#### [Data shown]

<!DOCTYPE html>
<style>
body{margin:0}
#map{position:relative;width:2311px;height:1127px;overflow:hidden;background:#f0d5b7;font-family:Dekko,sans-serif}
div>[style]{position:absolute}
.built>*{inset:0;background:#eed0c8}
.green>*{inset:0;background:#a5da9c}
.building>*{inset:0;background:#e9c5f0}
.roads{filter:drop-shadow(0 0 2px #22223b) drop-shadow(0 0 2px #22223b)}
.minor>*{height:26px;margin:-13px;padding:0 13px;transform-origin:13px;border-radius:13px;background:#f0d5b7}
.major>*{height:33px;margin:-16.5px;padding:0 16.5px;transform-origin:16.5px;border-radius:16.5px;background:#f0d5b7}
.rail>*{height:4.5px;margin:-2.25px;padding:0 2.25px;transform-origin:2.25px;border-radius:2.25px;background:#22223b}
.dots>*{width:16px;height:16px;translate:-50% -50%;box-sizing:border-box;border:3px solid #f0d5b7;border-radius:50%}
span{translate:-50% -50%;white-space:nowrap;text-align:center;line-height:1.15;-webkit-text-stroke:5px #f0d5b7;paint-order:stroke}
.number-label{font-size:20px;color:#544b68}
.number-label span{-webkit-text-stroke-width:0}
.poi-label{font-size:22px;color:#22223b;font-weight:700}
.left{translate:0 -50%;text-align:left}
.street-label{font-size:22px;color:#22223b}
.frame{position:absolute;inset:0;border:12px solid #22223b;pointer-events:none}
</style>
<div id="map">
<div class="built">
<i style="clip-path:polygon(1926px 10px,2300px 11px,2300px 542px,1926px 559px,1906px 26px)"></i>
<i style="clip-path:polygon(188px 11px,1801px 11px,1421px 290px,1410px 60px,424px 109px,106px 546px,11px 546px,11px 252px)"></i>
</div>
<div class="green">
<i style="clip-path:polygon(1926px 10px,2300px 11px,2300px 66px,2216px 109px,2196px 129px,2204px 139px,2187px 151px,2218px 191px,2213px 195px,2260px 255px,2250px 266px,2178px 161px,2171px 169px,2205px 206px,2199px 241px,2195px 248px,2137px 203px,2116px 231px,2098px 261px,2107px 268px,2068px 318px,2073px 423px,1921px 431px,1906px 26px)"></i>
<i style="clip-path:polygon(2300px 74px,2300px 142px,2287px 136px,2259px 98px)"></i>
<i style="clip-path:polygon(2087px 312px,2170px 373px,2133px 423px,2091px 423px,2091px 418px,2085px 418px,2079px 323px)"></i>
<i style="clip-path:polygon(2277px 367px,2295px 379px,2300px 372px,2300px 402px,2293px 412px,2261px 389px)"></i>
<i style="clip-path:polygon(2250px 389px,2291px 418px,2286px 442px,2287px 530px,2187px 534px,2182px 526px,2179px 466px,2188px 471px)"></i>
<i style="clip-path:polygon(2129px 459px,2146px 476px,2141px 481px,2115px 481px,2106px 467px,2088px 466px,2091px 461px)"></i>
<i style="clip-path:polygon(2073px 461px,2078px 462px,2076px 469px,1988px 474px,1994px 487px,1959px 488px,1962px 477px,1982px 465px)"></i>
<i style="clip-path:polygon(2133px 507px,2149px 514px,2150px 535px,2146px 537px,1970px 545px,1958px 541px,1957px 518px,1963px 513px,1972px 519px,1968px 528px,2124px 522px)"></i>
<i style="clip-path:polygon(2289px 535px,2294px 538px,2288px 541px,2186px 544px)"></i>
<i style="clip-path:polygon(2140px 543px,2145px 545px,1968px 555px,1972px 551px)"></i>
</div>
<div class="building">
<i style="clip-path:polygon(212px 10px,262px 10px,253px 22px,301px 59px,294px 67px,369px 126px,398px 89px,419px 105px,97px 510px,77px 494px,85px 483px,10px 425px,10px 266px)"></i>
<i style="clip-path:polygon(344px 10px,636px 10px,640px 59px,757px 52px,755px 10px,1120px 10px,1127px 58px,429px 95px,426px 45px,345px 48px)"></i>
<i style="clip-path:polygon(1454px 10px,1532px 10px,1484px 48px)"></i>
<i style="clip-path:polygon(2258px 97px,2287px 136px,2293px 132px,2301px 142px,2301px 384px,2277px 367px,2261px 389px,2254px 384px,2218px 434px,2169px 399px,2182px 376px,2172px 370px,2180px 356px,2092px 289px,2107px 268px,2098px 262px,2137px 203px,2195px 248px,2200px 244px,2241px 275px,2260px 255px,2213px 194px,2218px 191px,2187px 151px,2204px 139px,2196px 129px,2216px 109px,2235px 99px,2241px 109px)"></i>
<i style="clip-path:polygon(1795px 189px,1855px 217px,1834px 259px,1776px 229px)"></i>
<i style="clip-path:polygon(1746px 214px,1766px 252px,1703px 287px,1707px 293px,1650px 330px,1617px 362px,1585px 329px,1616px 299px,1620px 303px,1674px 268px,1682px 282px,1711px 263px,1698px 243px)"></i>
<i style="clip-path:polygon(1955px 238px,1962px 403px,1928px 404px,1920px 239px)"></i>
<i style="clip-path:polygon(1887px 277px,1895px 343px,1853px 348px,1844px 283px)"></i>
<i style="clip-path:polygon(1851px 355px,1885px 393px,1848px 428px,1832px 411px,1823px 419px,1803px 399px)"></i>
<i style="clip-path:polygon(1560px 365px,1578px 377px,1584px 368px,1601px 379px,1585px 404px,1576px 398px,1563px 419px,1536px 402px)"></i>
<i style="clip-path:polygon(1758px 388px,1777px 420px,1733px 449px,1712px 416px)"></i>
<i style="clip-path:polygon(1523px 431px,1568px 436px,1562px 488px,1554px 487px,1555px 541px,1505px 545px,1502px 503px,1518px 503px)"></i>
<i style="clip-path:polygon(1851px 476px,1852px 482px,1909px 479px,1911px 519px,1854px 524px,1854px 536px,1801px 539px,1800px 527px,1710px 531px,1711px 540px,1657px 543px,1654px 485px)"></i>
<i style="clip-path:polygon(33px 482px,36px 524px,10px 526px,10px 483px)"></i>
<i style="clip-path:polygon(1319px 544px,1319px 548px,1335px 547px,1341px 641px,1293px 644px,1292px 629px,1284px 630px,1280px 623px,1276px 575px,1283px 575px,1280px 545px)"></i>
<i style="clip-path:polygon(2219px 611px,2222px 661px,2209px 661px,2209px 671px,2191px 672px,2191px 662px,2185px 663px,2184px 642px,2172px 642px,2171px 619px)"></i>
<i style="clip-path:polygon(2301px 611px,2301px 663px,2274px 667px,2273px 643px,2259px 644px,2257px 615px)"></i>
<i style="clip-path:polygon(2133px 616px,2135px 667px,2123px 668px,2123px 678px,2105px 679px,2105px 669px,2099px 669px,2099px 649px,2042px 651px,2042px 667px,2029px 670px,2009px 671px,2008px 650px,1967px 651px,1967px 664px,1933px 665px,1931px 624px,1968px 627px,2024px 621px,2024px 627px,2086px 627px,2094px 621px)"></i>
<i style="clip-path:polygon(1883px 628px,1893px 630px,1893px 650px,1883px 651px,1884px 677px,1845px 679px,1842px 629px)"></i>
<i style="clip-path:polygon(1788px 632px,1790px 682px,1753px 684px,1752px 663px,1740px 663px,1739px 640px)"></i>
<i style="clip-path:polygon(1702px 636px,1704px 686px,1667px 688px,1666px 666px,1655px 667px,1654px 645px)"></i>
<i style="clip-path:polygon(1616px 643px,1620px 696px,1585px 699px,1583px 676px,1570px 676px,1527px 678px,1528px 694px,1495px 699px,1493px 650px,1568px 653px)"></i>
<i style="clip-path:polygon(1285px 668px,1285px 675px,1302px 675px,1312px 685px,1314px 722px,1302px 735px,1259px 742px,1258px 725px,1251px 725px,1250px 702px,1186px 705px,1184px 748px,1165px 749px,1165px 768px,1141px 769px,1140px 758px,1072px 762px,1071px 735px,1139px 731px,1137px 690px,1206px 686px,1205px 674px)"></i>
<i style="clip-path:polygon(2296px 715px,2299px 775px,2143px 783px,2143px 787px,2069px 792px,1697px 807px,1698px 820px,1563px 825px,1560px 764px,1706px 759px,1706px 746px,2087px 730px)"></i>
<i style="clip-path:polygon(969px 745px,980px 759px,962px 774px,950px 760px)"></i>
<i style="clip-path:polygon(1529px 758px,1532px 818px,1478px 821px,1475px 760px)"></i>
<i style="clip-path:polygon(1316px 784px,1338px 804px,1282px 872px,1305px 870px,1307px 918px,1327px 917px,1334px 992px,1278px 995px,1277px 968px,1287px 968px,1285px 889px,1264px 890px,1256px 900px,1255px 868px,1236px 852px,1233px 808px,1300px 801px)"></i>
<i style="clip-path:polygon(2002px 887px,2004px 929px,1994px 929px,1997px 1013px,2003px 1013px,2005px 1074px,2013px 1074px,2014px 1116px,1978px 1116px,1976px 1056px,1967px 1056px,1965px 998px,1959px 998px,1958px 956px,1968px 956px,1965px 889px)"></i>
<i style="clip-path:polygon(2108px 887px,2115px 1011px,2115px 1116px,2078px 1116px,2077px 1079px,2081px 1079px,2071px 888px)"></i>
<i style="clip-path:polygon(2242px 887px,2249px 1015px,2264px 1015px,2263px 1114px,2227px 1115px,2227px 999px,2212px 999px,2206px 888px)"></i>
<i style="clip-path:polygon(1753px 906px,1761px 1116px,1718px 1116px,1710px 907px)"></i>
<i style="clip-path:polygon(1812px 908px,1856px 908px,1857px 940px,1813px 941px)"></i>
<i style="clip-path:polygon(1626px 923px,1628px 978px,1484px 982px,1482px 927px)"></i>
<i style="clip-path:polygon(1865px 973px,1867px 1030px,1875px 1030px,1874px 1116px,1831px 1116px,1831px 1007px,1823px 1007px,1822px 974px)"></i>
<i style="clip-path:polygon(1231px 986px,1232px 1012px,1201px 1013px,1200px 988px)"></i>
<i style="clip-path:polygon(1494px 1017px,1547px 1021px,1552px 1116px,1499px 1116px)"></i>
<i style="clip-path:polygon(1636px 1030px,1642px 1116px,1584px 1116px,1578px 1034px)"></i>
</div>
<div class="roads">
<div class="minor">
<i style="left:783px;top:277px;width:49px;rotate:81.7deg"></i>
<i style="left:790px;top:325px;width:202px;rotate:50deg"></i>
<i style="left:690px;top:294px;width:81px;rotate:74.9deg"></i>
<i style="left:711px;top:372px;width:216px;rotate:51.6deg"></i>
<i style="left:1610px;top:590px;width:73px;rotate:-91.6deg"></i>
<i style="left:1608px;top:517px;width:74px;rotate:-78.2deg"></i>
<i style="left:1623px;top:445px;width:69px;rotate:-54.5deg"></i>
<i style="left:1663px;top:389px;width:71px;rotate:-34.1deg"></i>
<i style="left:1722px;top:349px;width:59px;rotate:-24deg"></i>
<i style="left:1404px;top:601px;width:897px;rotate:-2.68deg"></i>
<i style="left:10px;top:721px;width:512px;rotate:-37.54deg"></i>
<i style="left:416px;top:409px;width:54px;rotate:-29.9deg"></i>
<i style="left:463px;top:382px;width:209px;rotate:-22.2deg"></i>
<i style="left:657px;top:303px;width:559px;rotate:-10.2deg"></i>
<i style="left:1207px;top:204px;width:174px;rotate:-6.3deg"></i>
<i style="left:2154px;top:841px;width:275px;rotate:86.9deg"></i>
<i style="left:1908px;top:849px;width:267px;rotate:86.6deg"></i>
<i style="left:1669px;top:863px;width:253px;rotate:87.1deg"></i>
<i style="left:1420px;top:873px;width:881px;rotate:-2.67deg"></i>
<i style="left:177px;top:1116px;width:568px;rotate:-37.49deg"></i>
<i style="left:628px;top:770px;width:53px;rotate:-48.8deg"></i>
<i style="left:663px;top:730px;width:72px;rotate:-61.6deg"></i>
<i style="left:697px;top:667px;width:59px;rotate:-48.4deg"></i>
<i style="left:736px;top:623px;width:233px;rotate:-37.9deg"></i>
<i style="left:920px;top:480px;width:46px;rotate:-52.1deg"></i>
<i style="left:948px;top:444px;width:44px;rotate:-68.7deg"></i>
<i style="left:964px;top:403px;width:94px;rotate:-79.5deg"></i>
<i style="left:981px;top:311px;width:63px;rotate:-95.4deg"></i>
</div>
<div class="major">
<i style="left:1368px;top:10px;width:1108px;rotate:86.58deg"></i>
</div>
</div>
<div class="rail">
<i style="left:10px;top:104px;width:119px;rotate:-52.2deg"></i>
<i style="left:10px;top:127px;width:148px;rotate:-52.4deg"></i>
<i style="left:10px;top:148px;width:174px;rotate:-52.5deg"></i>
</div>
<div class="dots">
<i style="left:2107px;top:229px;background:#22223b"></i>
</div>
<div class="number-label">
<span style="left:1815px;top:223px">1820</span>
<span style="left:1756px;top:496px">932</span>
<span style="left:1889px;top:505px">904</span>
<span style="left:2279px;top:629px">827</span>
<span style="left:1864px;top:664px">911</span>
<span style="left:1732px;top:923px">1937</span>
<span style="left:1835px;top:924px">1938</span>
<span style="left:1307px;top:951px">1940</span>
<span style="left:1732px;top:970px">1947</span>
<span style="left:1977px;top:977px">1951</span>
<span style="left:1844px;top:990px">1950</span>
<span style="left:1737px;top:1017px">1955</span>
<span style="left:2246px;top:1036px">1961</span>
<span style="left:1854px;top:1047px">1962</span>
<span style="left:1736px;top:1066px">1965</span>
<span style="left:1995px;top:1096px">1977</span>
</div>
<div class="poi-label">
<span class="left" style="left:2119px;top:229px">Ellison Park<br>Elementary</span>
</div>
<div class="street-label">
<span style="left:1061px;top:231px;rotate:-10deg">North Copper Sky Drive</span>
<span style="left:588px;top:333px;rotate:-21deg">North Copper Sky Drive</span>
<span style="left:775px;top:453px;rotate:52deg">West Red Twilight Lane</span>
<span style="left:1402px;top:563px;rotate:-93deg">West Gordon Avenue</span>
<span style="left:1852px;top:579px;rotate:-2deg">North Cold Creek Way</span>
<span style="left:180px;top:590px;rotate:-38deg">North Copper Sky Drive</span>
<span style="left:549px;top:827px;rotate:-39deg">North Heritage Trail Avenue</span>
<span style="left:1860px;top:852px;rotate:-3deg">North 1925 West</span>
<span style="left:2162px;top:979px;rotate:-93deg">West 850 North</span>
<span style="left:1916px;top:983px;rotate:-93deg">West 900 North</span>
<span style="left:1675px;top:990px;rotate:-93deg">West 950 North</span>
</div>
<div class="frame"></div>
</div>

#### [Problem description]
Write out only the lines from the very start of the entries above to the line that includes "2px #22223b) drop-shadow(0", both ends included, each one unchanged.

#### [Result of the exercise]
<!DOCTYPE html>
<style>
body{margin:0}
#map{position:relative;width:2311px;height:1127px;overflow:hidden;background:#f0d5b7;font-family:Dekko,sans-serif}
div>[style]{position:absolute}
.built>*{inset:0;background:#eed0c8}
.green>*{inset:0;background:#a5da9c}
.building>*{inset:0;background:#e9c5f0}
.roads{filter:drop-shadow(0 0 2px #22223b) drop-shadow(0 0 2px #22223b)}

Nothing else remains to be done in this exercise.